(WORK INSTRUCTIONS) From the entries below, copy every line that has the word "JSON".

(DATA FOR THIS TASK)
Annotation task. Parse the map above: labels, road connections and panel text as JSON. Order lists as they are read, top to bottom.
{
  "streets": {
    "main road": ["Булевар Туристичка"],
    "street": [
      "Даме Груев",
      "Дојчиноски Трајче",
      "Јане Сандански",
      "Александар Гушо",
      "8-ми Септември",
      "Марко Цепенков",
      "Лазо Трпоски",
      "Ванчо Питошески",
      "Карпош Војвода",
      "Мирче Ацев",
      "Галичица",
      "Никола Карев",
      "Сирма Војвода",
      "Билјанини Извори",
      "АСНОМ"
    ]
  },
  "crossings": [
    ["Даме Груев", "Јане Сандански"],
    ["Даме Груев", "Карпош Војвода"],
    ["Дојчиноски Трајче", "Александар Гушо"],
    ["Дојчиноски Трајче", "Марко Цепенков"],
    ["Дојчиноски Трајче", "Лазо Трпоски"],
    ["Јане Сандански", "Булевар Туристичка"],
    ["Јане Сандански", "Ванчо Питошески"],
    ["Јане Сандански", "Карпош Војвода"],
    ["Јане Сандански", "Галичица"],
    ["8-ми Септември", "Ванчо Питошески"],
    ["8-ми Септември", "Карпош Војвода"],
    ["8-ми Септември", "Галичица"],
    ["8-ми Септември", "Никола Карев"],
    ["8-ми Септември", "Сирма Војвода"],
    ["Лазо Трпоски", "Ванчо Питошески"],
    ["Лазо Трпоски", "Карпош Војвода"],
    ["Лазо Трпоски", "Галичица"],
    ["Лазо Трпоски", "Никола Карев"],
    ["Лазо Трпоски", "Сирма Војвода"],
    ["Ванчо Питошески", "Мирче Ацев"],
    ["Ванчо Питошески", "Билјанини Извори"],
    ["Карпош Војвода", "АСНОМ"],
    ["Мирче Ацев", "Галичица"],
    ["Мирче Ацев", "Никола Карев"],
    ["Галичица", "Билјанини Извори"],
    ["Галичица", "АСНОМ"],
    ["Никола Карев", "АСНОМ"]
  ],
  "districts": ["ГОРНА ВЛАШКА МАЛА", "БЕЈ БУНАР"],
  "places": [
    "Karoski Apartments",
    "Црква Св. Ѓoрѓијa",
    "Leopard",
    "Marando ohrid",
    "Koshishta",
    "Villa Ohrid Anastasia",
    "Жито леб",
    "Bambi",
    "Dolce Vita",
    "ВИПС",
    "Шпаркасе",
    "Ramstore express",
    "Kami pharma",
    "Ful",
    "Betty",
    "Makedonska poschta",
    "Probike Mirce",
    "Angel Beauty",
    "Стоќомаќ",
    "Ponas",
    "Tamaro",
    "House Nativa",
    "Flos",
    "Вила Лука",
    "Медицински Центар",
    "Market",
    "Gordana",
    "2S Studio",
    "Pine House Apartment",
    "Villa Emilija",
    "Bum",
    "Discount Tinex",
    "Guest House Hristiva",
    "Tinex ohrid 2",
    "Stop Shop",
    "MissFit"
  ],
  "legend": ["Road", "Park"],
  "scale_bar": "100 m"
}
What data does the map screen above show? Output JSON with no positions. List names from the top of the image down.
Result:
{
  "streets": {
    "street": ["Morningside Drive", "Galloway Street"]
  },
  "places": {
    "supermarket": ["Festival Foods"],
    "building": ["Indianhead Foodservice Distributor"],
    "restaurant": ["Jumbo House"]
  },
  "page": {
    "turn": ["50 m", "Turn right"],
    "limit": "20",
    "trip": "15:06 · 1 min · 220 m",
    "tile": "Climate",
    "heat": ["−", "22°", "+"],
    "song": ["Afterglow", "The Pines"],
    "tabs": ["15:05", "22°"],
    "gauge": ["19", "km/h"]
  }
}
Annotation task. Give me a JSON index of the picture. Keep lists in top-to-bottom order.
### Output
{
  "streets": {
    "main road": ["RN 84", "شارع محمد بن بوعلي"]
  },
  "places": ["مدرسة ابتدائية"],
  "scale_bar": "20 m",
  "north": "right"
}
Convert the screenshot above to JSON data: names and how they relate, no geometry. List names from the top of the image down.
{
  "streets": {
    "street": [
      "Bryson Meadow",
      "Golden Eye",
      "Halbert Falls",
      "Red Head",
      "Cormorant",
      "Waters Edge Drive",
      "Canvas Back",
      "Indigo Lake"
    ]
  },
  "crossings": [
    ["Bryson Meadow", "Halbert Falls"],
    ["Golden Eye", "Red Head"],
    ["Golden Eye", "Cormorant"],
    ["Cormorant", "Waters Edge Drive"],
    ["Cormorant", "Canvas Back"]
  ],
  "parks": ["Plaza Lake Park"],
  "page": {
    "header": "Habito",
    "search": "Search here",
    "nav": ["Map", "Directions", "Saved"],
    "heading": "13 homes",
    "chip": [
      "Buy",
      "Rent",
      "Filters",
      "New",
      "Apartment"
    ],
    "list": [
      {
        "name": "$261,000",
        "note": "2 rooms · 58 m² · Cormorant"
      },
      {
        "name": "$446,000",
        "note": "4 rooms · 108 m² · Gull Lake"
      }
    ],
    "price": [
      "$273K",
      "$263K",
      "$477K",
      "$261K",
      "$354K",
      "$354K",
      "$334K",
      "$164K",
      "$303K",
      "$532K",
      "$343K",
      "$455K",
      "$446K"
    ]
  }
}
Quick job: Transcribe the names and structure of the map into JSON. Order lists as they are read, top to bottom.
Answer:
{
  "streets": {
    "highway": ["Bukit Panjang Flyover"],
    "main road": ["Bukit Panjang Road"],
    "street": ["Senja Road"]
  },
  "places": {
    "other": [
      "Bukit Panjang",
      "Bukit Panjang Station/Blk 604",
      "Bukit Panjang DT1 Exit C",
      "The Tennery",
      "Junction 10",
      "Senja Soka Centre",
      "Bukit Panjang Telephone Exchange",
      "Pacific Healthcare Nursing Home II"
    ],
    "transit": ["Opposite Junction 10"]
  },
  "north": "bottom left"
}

(RESULT OF THIS EXERCISE)
Annotation task. Parse the map above: labels, road connections and panel text as JSON. Order lists as they are read, top to bottom.
What data does the map screen above show? Output JSON with no positions. List names from the top of the image down.
Annotation task. Give me a JSON index of the picture. Keep lists in top-to-bottom order.
Convert the screenshot above to JSON data: names and how they relate, no geometry. List names from the top of the image down.
Quick job: Transcribe the names and structure of the map into JSON. Order lists as they are read, top to bottom.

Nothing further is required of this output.